What I was saying there is that a 4k literally has 4 times as many pixels as a 1080p, which means that it's effectively like a 2x2 grid of 1080p displays, which does indeed mean that if you use 100% scaling everything looks ridiculously small, particularly if you have been using a 1080p display for a decade. It's literally like you took four 1080p displays and shrunk them down, and put then in a 2x2 grid (without any seams, obviously.)
And what prompted me mentioning that is that, indeed, when I got my first 4k display, Windows used 150% scaling by default, but I did try the 100% scaling out of curiosity, and everything looked ridiculously small. It felt unusable.
However, I later found out that it's just a question of getting used to it, and in fact you get used to it really fast. I mean, you just need to use your display with 100% scaling on Windows for a day, and you'll likely have been used to it by that point, and you'll very unlikely will want to go back to any larger scalings.
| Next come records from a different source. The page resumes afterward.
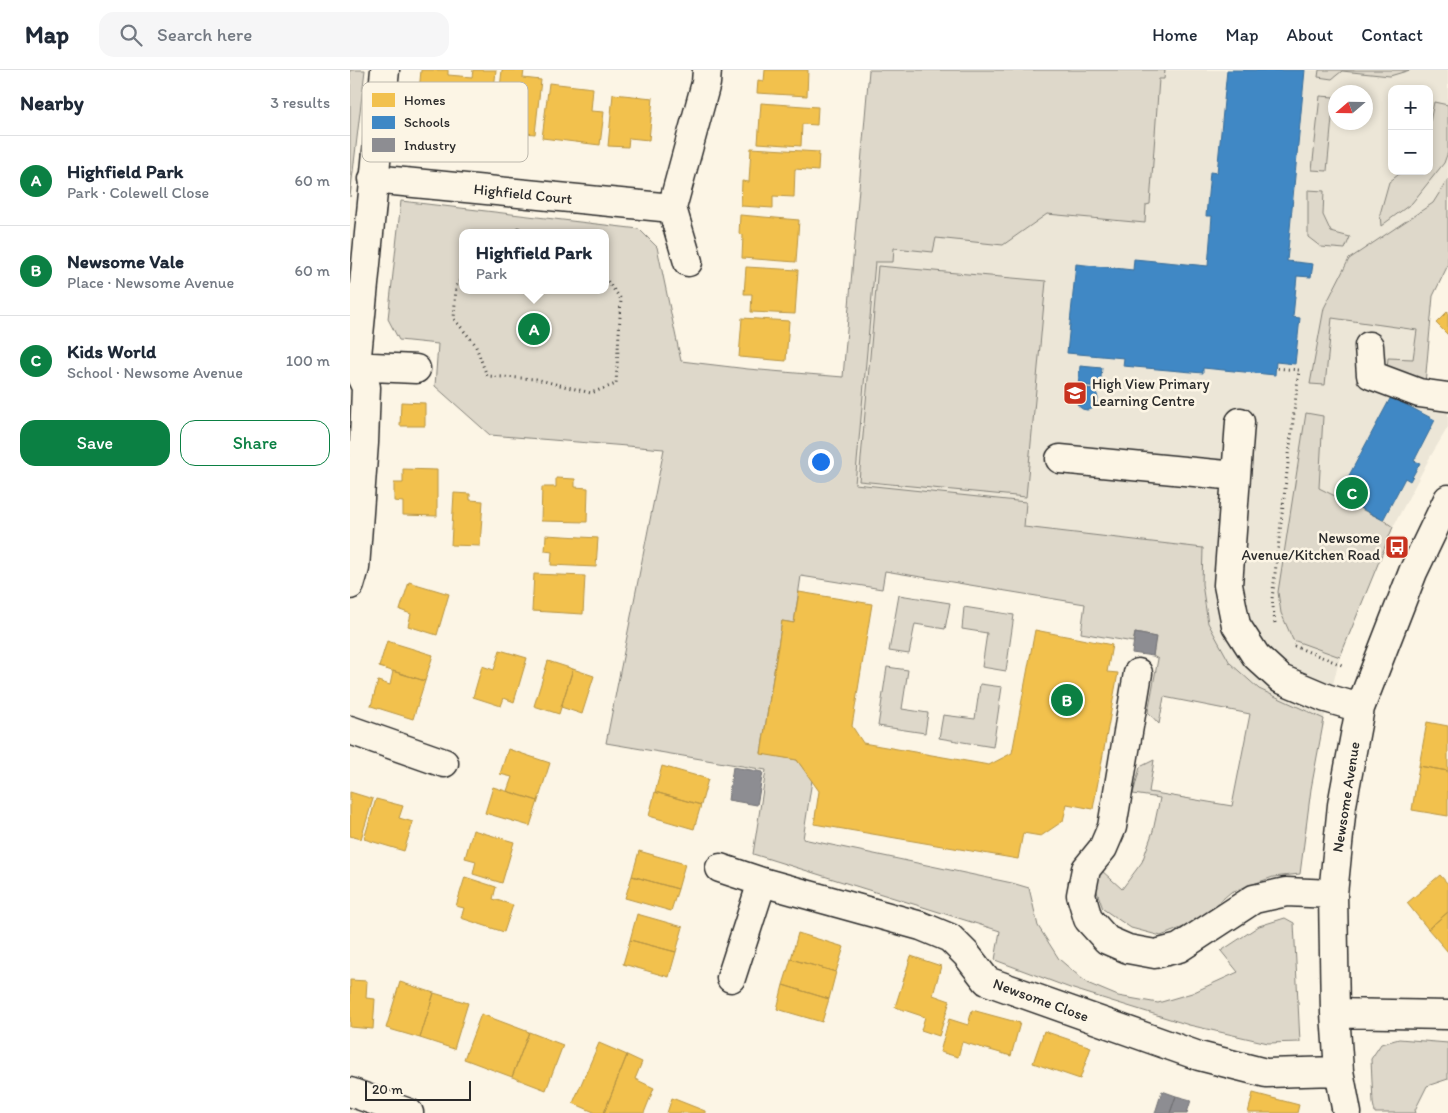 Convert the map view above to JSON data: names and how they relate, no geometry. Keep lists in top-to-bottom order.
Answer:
{
  "streets": {
    "street": ["Highfield Court", "Newsome Avenue", "Newsome Close"]
  },
  "crossings": [
    ["Newsome Avenue", "Newsome Close"]
  ],
  "places": {
    "school or university": ["High View Primary Learning Centre"],
    "bus stop": ["Newsome Avenue/Kitchen Road"]
  },
  "legend": ["Homes", "Schools", "Industry"],
  "scale_bar": "20 m",
  "north": "left",
  "page": {
    "header": "Map",
    "search": "Search here",
    "nav": [
      "Home",
      "Map",
      "About",
      "Contact"
    ],
    "heading": ["Nearby", "3 results"],
    "map_buttons": ["+", "−"],
    "list": [
      {
        "mark": "A",
        "name": "Highfield Park",
        "note": "Park · Colewell Close",
        "value": "60 m"
      },
      {
        "mark": "B",
        "name": "Newsome Vale",
        "note": "Place · Newsome Avenue",
        "value": "60 m"
      },
      {
        "mark": "C",
        "name": "Kids World",
        "note": "School · Newsome Avenue",
        "value": "100 m"
      }
    ],
    "popup": ["Highfield Park", "Park"],
    "pins": ["A", "C", "B"],
    "buttons": ["Save", "Share"],
    "scale": "20 m"
  }
} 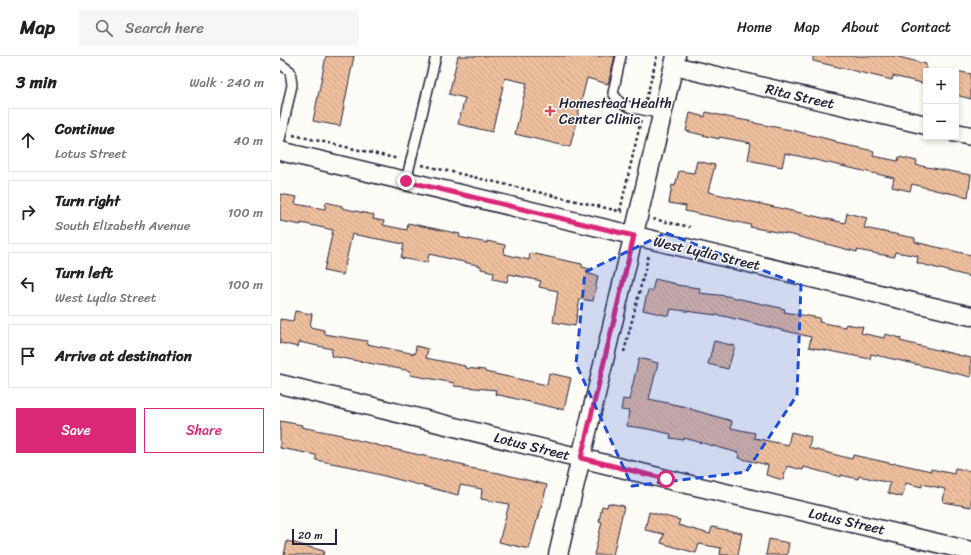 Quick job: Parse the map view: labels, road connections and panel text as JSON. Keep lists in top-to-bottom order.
{
  "streets": {
    "street": ["Rita Street", "West Lydia Street", "Lotus Street"]
  },
  "places": {
    "health": ["Homestead Health Center Clinic"]
  },
  "scale_bar": "20 m",
  "page": {
    "header": "Map",
    "search": "Search here",
    "nav": [
      "Home",
      "Map",
      "About",
      "Contact"
    ],
    "heading": ["3 min", "Walk · 240 m"],
    "map_buttons": ["+", "−"],
    "list": [
      ["Continue", "Lotus Street", "40 m"],
      ["Turn right", "South Elizabeth Avenue", "100 m"],
      ["Turn left", "West Lydia Street", "100 m"],
      "Arrive at destination"
    ],
    "buttons": ["Save", "Share"],
    "scale": "20 m"
  }
} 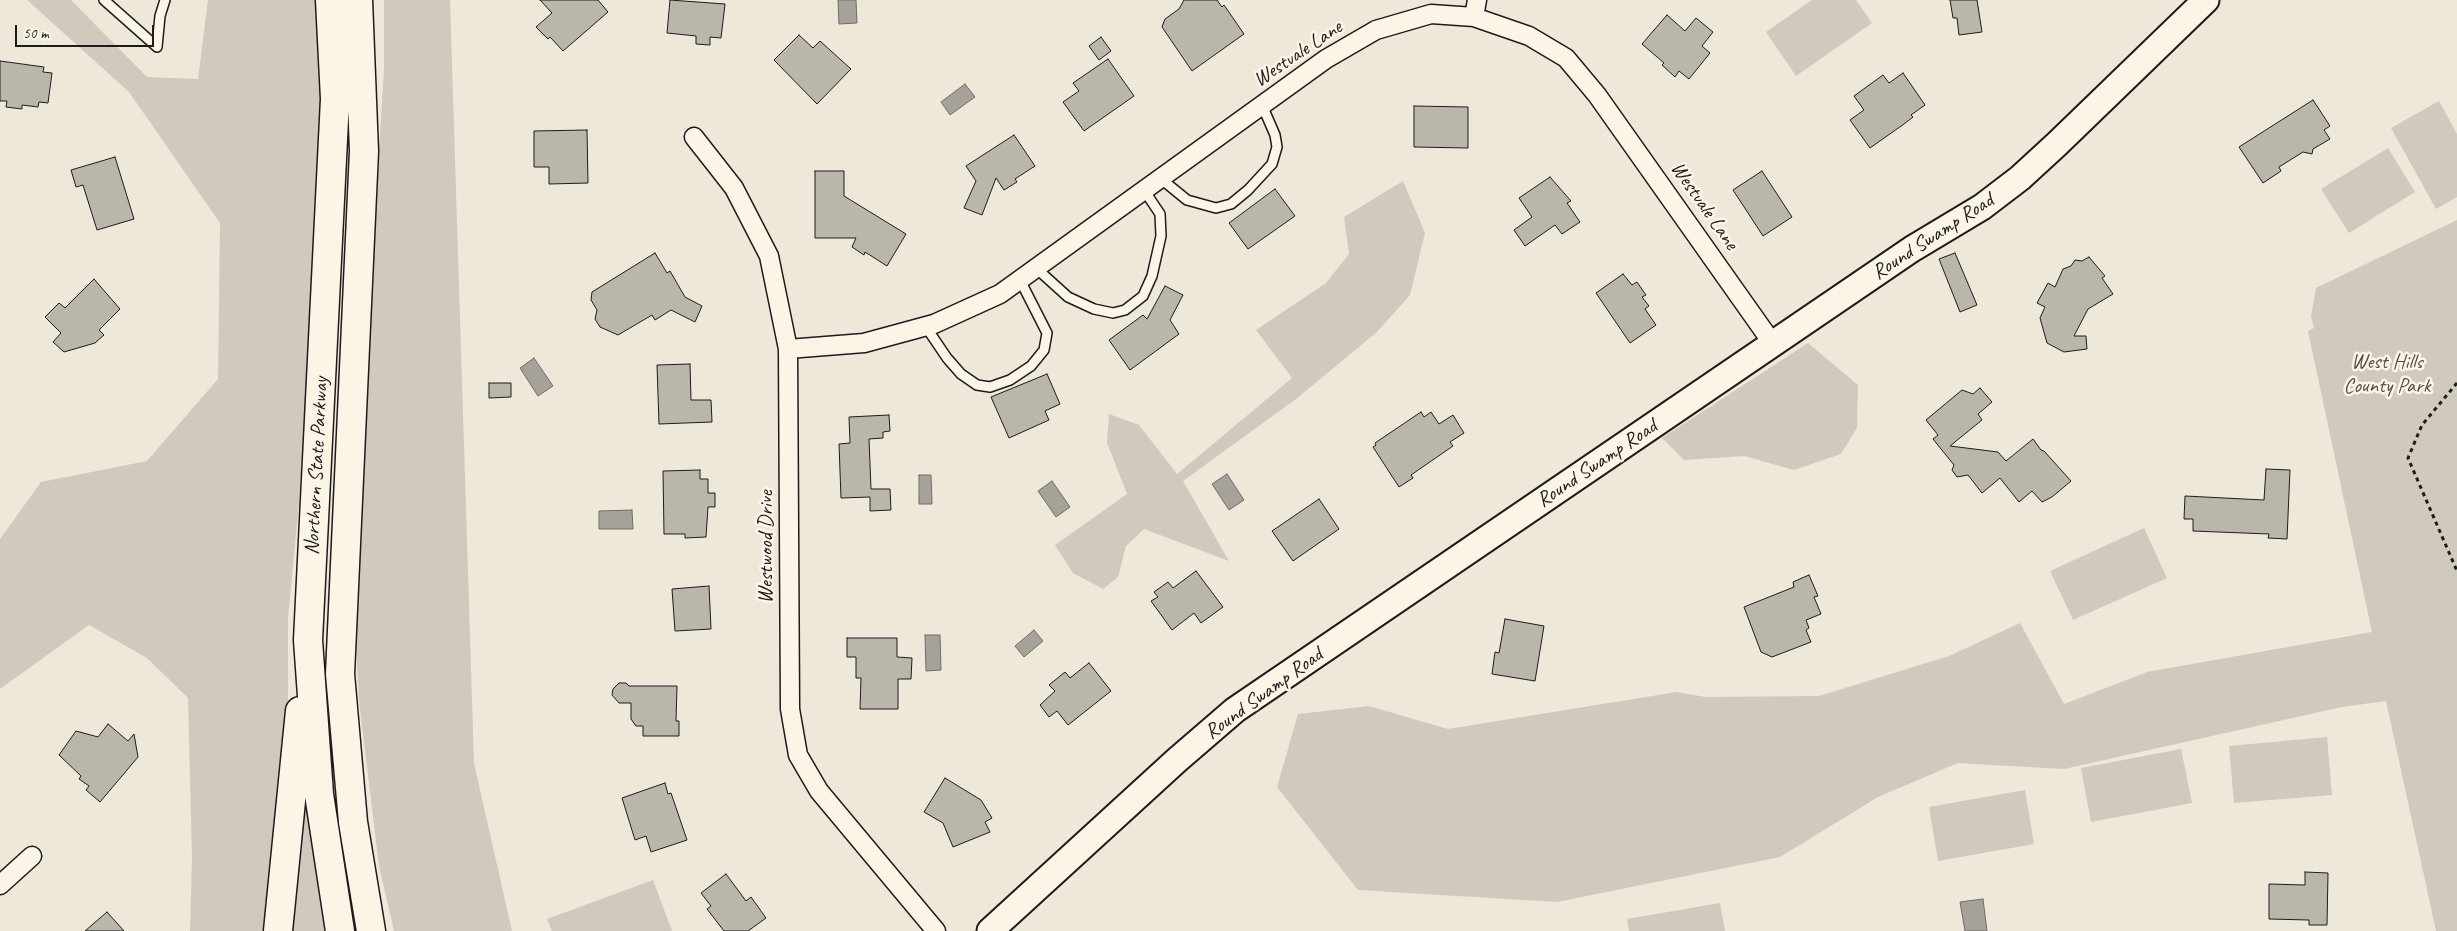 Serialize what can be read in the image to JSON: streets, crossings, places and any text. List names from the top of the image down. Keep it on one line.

Since then I have thought of going back to even 125% as unthinkable. The small text in everything is super-sharp and very readable, and it doesn't bother me in the least. But I have absolutely fallen in love by the
enormous amount of desktop space that it gives me. You can't fully appreciate how much it is until you have used it for a while.
I have been using my old 1080p display as a secondary monitor (eg. to run EDDiscovery there while ED itself is on the main 4k display), and it feels super-cramped in comparison. I can't fit almost anything there. What takes literally like 20% of my 4k display almost fills up the entire 1080p display. I literally am able to run one app there without overlapping. How I ever lived so long with a 1080p display, I don't understand...
(It doesn't exactly help that the 1080p display is a really old and cheap TN panel, which not only makes the picture look blurry in comparison, but also really low-contrast and washed-out compared to my IPS 4k display. Yes, I have tried improving the contrast and saturation of the old display, but it doesn't help much. It's just horrible.)